>>>

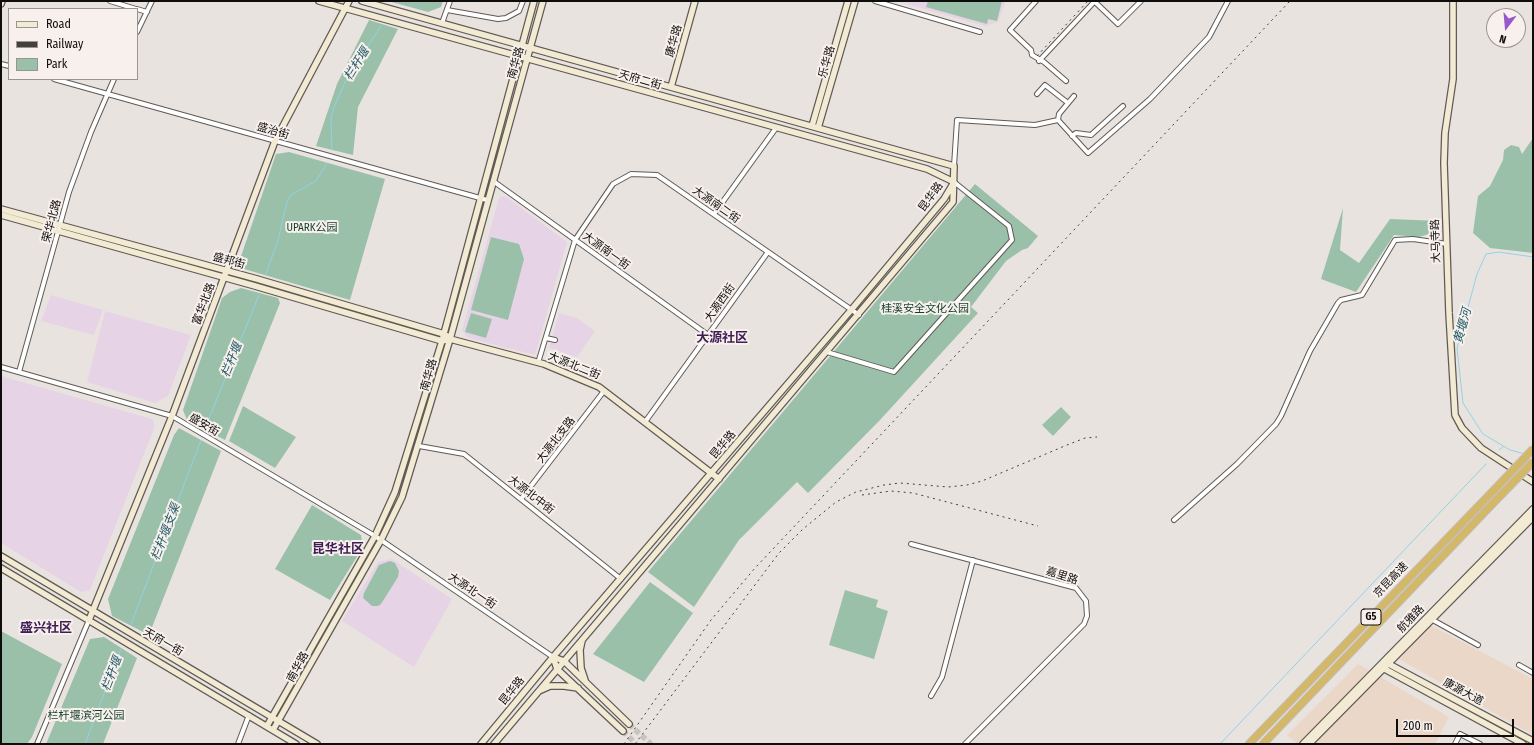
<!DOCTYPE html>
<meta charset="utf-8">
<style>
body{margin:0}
#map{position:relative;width:1534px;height:745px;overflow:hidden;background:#e9e3df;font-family:"Fira Sans Condensed",sans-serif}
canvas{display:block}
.frame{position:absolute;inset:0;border:2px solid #0f0d0b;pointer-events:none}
.legend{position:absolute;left:8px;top:8px;width:130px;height:72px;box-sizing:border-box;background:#f7f0ec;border:1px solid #9a9592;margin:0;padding:5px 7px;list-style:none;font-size:12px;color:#0f0d0b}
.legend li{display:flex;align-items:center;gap:8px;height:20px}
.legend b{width:20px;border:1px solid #9a9592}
.north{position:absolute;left:1486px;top:8px;width:40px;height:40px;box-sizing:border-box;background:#f7f0ec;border:1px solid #9a9592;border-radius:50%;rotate:196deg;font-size:11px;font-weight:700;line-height:16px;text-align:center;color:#0f0d0b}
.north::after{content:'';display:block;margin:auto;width:14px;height:18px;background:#9a57cc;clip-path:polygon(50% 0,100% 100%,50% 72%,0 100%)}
.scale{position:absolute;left:1396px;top:719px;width:118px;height:18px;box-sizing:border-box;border:2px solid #0f0d0b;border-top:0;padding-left:5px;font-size:12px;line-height:14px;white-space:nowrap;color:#0f0d0b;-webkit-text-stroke:3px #f7f0ec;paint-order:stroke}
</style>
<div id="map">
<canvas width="1534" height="745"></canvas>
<div class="frame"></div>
<ul class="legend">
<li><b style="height:5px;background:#f2ead2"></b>Road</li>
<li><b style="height:5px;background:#423f3c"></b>Railway</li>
<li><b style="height:11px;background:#9bc0aa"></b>Park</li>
</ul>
<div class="north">N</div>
<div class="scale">200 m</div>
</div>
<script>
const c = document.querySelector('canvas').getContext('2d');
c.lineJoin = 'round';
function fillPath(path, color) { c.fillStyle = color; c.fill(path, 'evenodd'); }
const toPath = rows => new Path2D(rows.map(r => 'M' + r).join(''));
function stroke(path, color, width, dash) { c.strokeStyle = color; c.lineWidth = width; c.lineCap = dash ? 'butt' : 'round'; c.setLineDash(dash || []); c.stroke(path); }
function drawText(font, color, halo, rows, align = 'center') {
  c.font = font + ' "Fira Sans Condensed","Noto Sans SC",sans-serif'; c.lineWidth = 4; c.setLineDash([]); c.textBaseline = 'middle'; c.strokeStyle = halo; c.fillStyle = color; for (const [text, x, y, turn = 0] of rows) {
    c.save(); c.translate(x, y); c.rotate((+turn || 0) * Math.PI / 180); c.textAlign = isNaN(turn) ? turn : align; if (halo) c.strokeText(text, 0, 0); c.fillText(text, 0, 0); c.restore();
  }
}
fillPath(toPath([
 [1430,625,1533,679,1533,735,1399,659],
 [1358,664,1449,717,1435,744,1298,744,1287,735]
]), '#ead7c7');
fillPath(toPath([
 [896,1,1006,1,998,22,985,26],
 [505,196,567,242,535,355,468,338,462,330,499,198],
 [51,295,103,310,94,335,41,321],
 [105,311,191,335,168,396,155,403,87,382],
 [559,313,577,318,595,331,577,357,549,348],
 [1,376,152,419,155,426,90,590,81,592,1,543],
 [392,559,452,599,414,667,342,621,378,562]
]), '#e6d4e6');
fillPath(toPath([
 [388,1,443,1,441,7,428,12],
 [928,1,1002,1,997,21,988,19,987,24,926,7],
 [369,20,398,29,358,107,353,155,316,146,337,84],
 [1533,138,1533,253,1490,248,1473,233,1478,196,1490,186,1503,160,1504,150,1511,145,1519,147,1522,154],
 [289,152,385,179,350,300,244,269,239,262,276,154],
 [975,184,1038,236,1028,248,1022,250,1006,261,971,307,978,313,880,420,808,493,797,482,739,540,694,607,648,572],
 [1343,208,1340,250,1359,263,1390,219,1439,221,1439,231,1419,237,1394,235,1356,292,1321,279],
 [491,237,519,244,524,259,508,320,471,310],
 [241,288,278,298,280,303,225,440,187,420,183,410,222,298,230,292],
 [471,313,492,319,486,338,465,332],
 [243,406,296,437,275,468,229,441],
 [1061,407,1071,417,1053,436,1042,425],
 [179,428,221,451,149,635,112,616,108,599,174,435],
 [312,505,361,535,363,547,330,600,275,569],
 [390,561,395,563,399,571,398,577,381,604,378,606,372,606,363,598,364,593,379,565],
 [650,582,693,613,644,682,593,654],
 [845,590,878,600,876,607,888,611,874,659,829,645],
 [1,631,62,664,32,737,27,744,1,744],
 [104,637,137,658,103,744,46,744,90,639]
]), '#9bc0aa');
stroke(toPath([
 [400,2,401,1],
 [332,150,331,118,334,107,347,78,381,26],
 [266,274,278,240,287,202,292,194,316,181,327,163],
 [206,426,259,295],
 [1499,450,1503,447],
 [1525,454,1510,450,1483,434,1463,403,1457,348,1477,274,1486,254,1499,252,1533,257],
 [131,624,201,440],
 [85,744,121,649],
 [1220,744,1486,464]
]), '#8fd3e5', 1);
stroke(toPath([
 [629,724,651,744],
 [623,731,636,744]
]), '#c8c3bf', 5.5, [5.5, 3]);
const street = toPath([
 [110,1,136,9],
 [875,1,980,32],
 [1036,1,1010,30,1031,50,1032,55,1044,62,1066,81],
 [1094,1,1118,24,1141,1],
 [137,9,147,12],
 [447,10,498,19,506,18,519,11,523,1],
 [442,23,450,1],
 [137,32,152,1],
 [1039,61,1095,1],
 [1,64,9,66],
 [54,79,487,200],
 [1037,94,1045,85,1068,103],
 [1058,120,1059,114,1074,96],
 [1072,136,1076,133,1091,135,1123,106],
 [954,166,957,120,1035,125,1058,120,1088,153,1150,99,1209,37,1228,1],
 [493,181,708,335],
 [714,214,776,128],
 [546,338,555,340],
 [827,352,894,372,1012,240,1009,226,954,182],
 [538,363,575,240,613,184,631,174,657,175,859,315],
 [1,367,172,416,375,536,553,657],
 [19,372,69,192,91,132,114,79],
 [645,422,768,252],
 [419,446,464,454,621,579],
 [521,499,604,391],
 [1174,520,1237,464,1276,424,1281,416,1310,351,1338,303,1341,300,1362,295,1395,240,1413,239,1447,244],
 [911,544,1076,588,1086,601,1087,616,1084,624,965,744],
 [1431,619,1478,645],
 [1519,665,1533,673],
 [931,696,942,677,973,560],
 [37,744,89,620],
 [238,744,249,715],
 [1455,744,1460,734,1480,744]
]);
const secondary = toPath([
 [319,1,927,169,954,182],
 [362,1,954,166,953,202,494,744],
 [1453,1,1453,79,1445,133,1444,163,1449,313,1455,415,1462,428,1481,448,1533,482],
 [1,4,2,1],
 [671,87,695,1],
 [812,126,848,1],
 [818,128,855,1],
 [1,209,257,279,444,334,447,336],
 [1,215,255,286,442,341,450,339,544,364,599,387,719,479],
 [1,556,317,744],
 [1,568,296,744],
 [89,620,172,416,275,141,349,1],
 [582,641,580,650,581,668,585,680],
 [553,657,557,669,623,731],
 [553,657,564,661,629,724],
 [1385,662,1533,741],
 [1381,667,1523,744],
 [541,690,550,686,564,686,578,688],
 [267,726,375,536,395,492,442,341,534,1],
 [273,730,381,540,402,497,450,339,543,1],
 [481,744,553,657,852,309,944,199,953,184],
 [1303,744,1533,509],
 [1309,744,1533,517]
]);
const highway = toPath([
 [1249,744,1494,490],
 [1263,744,1500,496]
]);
stroke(street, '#5f5a56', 6);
stroke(secondary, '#5f5a56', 8);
stroke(highway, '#c1c0c0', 9);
stroke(street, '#fff', 4);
stroke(secondary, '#f2ead2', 5.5);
stroke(highway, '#d4b869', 7);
stroke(toPath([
 [1037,56,1088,1],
 [862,495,891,491,913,493,1038,526],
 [624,744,711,620,755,568,1290,1],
 [635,744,779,553,803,529,836,502,856,492,884,485,900,483,948,487,967,485,982,481,1067,445,1085,438,1097,437]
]), '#423f3c', 1, [2, 4]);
const highwayBridge = toPath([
 [1494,490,1533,449],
 [1500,496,1533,462]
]);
stroke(highwayBridge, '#c1c0c0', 9, []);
stroke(highwayBridge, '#d4b869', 7);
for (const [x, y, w] of [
 [1371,617,20]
]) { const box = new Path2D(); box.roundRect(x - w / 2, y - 8, w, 16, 3); c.fillStyle = '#f7f0ec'; c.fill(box); stroke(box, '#0f0d0b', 1); }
drawText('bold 10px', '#0f0d0b', null, [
 ["G5",1371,617]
]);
drawText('11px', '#0f0d0b', '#f7f0ec', [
 ["康华路",674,41,-74],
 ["乐华路",827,62,-74],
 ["南华路",516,63,-74],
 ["天府二街",640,80,16],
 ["盛治街",273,131,16],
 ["昆华路",931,197,-54],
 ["大源南二街",716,205,35],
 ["荣华北路",52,221,-75],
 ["大马寺路",1436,241,-92],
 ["大源南一街",606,251,36],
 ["盛邦街",229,261,15],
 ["大源西街",720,303,-55],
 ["富华北路",204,304,-69],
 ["大源北二街",574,366,22],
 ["南华路",429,375,-74],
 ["盛安街",204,425,30],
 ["大源北支路",556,440,-52],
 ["昆华路",723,445,-50],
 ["大源北中街",531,495,38],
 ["嘉里路",1062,576,18],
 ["京昆高速",1391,580,-46],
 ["大源北一街",472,591,34],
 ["航雅路",1411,619,-46],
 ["天府一街",163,642,30],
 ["南华路",298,667,-61],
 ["昆华路",512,691,-51],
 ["康源大道",1463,692,28]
]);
drawText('11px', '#123f2a', '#f7f0ec', [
 ["UPARK公园",312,228],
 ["桂溪安全文化公园",925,309],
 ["栏杆堰滨河公园",86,716]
]);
drawText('italic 12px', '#255d6a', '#f7f0ec', [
 ["栏杆堰",357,64,-58],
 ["黄堰河",1463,326,-75],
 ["栏杆堰",232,360,-68],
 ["栏杆堰支渠",166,532,-69],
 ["栏杆堰",112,674,-69]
]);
drawText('bold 13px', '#3d1d54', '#f7f0ec', [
 ["大源社区",722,338],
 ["昆华社区",338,549],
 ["盛兴社区",46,628]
]);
</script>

<<<

- **Your objective**
In the data above, find each line where the string "turn" appears, then copy it.

- **Exercise output**
  c.font = font + ' "Fira Sans Condensed","Noto Sans SC",sans-serif'; c.lineWidth = 4; c.setLineDash([]); c.textBaseline = 'middle'; c.strokeStyle = halo; c.fillStyle = color; for (const [text, x, y, turn = 0] of rows) {
    c.save(); c.translate(x, y); c.rotate((+turn || 0) * Math.PI / 180); c.textAlign = isNaN(turn) ? turn : align; if (halo) c.strokeText(text, 0, 0); c.fillText(text, 0, 0); c.restore();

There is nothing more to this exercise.